To avoid significant disruptions to the industries that use cement in their applications, industry standard cement such as Portland Cement, which is the backbone of the construction industry needs to be able to be made sustainably to avoid disruptions.

Looking towards containing emissions at the point of creation is paramount. With current global targets and obligations in place, attempting to capture the released emissions would be substantially less efficient.

“Even when we account for all other carbon saving measures, it is estimated that to reach net zero, 1.4 billion tonnes of CO2 will need to be captured from cement each year by 2050,” Rennie said.

“If the industry was to be unsuccessful in its decarbonisation efforts, and we – as a society – want to achieve our climate goals, then that 1.4 billion tonnes of CO2 will need to be captured and stored from the air. This would be a considerably less efficient and more costly option than capturing it at the source from the production plant.”

Recognising the need for these targets and understanding that they are unlikely to change is important for business moving forward, to ensure that they can get ahead of emissions regulation that might otherwise impact their business.


Though CCUS methods are the best way identified to reduce emissions from cement production, thought has been given to utilising low carbon alternatives in the formation of cement and looking at the reabsorption of CO2 in the air by concrete.

Though CO2 is reabsorbed and held by cement and concrete over time, in a process known as recarbonation, the GCCA estimates that “recarbonation will only account for around six per cent of the industry’s emissions by 2050”, according to Rennie.

“The recarbonation of CO2 to cement and concrete, over time, is a useful property of the material,” Rennie said. “Particularly if we can reduce the carbon intensity of its initial production.”

“Supplementary cement materials, including clinker substitutes such as calcined clay, offer potential low carbon alternatives.

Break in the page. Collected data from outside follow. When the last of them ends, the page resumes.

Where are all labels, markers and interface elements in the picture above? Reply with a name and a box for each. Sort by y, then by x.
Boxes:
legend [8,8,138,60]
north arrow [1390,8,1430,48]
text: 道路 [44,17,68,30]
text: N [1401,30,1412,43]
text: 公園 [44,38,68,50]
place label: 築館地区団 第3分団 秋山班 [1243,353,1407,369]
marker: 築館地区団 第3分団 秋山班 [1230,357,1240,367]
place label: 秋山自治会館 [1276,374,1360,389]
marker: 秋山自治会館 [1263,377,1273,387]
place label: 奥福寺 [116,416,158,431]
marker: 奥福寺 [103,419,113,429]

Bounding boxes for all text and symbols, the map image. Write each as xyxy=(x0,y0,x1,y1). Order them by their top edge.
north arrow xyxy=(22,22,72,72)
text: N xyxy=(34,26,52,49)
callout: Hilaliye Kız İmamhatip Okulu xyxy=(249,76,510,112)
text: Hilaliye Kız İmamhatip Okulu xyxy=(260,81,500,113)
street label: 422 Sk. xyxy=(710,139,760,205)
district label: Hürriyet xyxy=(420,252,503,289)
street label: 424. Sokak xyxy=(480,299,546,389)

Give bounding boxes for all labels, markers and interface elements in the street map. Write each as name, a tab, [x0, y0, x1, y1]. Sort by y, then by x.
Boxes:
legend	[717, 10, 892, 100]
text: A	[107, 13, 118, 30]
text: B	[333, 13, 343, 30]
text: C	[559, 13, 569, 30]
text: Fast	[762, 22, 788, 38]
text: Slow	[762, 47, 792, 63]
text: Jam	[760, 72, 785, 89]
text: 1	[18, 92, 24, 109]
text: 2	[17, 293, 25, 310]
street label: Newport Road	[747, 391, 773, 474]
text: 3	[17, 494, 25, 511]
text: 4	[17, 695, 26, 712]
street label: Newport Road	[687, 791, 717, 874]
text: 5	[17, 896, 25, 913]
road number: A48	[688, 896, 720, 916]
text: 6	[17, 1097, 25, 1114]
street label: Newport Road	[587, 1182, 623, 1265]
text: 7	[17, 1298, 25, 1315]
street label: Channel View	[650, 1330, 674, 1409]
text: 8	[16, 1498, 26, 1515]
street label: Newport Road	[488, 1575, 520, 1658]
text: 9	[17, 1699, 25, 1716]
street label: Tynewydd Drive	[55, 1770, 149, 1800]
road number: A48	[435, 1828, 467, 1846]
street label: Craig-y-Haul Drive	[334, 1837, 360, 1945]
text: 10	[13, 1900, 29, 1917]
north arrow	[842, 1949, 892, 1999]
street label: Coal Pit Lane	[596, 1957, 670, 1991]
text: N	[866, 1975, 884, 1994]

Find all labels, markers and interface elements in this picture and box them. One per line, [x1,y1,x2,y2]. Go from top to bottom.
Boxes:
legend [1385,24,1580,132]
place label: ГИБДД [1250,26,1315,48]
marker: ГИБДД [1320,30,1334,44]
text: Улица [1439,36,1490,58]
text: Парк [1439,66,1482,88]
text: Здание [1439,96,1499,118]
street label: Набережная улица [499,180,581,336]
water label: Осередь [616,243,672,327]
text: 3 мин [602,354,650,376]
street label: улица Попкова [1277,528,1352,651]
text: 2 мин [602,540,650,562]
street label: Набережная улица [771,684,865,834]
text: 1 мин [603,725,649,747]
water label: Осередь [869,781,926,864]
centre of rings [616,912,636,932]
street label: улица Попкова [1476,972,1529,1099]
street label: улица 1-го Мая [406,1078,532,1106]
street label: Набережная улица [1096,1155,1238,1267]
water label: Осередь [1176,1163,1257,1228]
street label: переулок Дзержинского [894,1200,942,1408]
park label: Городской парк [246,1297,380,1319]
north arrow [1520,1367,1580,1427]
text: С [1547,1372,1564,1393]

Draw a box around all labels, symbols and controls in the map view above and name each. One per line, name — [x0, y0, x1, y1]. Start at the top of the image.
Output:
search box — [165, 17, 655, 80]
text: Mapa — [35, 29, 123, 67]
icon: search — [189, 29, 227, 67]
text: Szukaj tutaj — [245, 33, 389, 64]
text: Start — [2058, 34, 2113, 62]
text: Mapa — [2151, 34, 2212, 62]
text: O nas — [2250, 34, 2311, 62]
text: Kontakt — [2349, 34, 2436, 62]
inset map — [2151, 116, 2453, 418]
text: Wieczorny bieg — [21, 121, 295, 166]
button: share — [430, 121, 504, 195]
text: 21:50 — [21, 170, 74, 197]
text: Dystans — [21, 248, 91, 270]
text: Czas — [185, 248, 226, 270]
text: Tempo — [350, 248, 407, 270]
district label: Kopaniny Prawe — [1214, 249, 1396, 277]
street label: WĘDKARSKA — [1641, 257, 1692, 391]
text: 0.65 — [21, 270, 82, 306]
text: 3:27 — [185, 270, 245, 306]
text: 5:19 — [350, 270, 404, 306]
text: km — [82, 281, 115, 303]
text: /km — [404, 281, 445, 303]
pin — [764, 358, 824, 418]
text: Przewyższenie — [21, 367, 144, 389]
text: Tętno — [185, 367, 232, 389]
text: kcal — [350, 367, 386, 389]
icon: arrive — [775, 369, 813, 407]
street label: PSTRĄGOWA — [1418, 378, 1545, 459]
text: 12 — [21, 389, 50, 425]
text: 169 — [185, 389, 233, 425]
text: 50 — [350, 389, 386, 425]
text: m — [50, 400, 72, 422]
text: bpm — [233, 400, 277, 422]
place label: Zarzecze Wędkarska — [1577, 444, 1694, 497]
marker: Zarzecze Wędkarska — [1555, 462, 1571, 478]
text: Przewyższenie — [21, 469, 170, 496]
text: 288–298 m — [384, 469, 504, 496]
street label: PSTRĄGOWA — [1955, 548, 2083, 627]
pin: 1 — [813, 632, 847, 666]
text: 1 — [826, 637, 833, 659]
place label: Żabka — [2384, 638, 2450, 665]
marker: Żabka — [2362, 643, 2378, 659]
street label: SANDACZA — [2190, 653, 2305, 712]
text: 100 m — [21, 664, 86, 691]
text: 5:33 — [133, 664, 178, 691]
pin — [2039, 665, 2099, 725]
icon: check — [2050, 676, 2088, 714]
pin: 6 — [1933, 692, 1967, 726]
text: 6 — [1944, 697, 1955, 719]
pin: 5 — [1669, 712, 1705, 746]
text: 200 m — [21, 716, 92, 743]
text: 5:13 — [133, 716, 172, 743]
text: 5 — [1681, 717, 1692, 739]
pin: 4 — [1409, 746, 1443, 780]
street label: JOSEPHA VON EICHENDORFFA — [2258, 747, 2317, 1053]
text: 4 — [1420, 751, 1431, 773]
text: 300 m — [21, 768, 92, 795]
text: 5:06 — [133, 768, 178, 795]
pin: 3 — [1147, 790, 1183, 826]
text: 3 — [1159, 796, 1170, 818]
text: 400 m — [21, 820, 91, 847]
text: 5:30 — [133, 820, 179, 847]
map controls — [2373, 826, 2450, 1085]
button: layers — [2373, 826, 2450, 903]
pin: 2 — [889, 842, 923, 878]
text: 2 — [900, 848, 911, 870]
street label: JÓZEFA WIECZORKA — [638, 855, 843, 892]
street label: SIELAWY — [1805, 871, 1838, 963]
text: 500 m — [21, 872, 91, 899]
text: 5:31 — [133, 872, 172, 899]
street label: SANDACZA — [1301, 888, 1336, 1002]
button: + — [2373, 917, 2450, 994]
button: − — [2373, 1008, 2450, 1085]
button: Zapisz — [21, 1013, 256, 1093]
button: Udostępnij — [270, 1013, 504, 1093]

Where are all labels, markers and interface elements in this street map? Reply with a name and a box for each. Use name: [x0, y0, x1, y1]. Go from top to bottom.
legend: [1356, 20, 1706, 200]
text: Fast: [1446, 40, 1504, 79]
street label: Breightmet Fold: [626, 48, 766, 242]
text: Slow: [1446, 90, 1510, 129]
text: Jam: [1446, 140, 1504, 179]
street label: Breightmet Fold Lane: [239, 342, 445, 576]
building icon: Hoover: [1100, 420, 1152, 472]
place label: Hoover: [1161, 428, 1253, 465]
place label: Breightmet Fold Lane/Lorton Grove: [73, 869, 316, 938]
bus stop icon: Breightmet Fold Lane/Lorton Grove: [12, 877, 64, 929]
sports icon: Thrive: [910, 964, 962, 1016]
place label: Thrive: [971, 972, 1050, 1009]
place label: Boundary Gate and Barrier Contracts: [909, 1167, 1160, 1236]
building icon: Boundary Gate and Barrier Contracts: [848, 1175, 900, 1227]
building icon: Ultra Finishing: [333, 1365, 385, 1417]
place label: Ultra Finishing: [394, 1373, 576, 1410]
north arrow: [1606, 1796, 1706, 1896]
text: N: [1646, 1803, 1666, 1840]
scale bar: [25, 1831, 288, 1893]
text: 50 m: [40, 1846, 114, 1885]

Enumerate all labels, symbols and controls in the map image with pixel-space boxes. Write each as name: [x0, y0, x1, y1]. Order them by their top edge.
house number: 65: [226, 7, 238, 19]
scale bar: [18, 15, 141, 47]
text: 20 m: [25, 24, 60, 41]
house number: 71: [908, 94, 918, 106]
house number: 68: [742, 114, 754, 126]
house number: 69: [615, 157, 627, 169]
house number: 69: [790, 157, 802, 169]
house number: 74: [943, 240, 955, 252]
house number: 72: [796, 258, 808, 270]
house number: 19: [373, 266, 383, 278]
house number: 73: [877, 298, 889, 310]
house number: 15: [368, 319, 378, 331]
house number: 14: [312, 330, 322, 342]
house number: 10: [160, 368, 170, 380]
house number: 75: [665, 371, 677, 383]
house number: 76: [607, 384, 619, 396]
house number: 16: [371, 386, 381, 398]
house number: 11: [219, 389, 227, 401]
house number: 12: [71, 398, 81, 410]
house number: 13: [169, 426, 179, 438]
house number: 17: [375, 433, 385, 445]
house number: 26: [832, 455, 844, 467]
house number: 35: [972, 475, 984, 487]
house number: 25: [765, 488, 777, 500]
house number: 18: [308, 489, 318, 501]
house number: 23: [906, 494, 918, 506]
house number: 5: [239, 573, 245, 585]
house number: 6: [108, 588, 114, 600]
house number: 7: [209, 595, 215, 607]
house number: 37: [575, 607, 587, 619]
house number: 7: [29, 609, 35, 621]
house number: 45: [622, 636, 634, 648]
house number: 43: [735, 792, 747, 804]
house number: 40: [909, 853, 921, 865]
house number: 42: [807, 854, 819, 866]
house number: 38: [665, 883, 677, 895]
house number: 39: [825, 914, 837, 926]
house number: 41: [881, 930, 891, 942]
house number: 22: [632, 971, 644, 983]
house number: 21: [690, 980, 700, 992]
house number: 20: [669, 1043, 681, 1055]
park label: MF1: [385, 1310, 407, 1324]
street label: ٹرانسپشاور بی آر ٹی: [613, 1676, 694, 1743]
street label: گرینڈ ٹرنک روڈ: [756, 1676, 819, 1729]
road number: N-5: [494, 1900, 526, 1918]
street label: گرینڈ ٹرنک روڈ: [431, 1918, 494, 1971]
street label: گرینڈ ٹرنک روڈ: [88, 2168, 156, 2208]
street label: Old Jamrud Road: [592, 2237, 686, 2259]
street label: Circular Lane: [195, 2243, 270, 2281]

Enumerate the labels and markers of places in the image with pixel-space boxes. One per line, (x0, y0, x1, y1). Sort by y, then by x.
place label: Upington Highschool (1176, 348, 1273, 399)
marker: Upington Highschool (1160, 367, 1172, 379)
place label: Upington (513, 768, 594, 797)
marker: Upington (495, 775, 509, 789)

When used in blends such as LC3 cements, the resulting products can exhibit properties similar to that of Portland Cement.

“We are able – with the same underlying technology – to produce such substitutes cost efficiently, and it is an area that we are actively developing,” Rennie said.

Utilisations of lower carbon alternatives is an attractive solution, but one that is not going to address the larger problem.

“Substitutes, however, are likely to only get us so far on the journey to net zero, with the GCCA anticipating that they will contribute only nine per cent of the emissions reductions required by 2050.”

“Leilac believes that the efficient, low-cost capture of unavoidable emissions from limestone will be essential to enabling sustainable cement and lime in a carbon neutral world.”

Employing CCUS in conjunction with low-carbon cement material alternatives may be the best way for the industry to move forward to a sustainable and reliable future of cement production.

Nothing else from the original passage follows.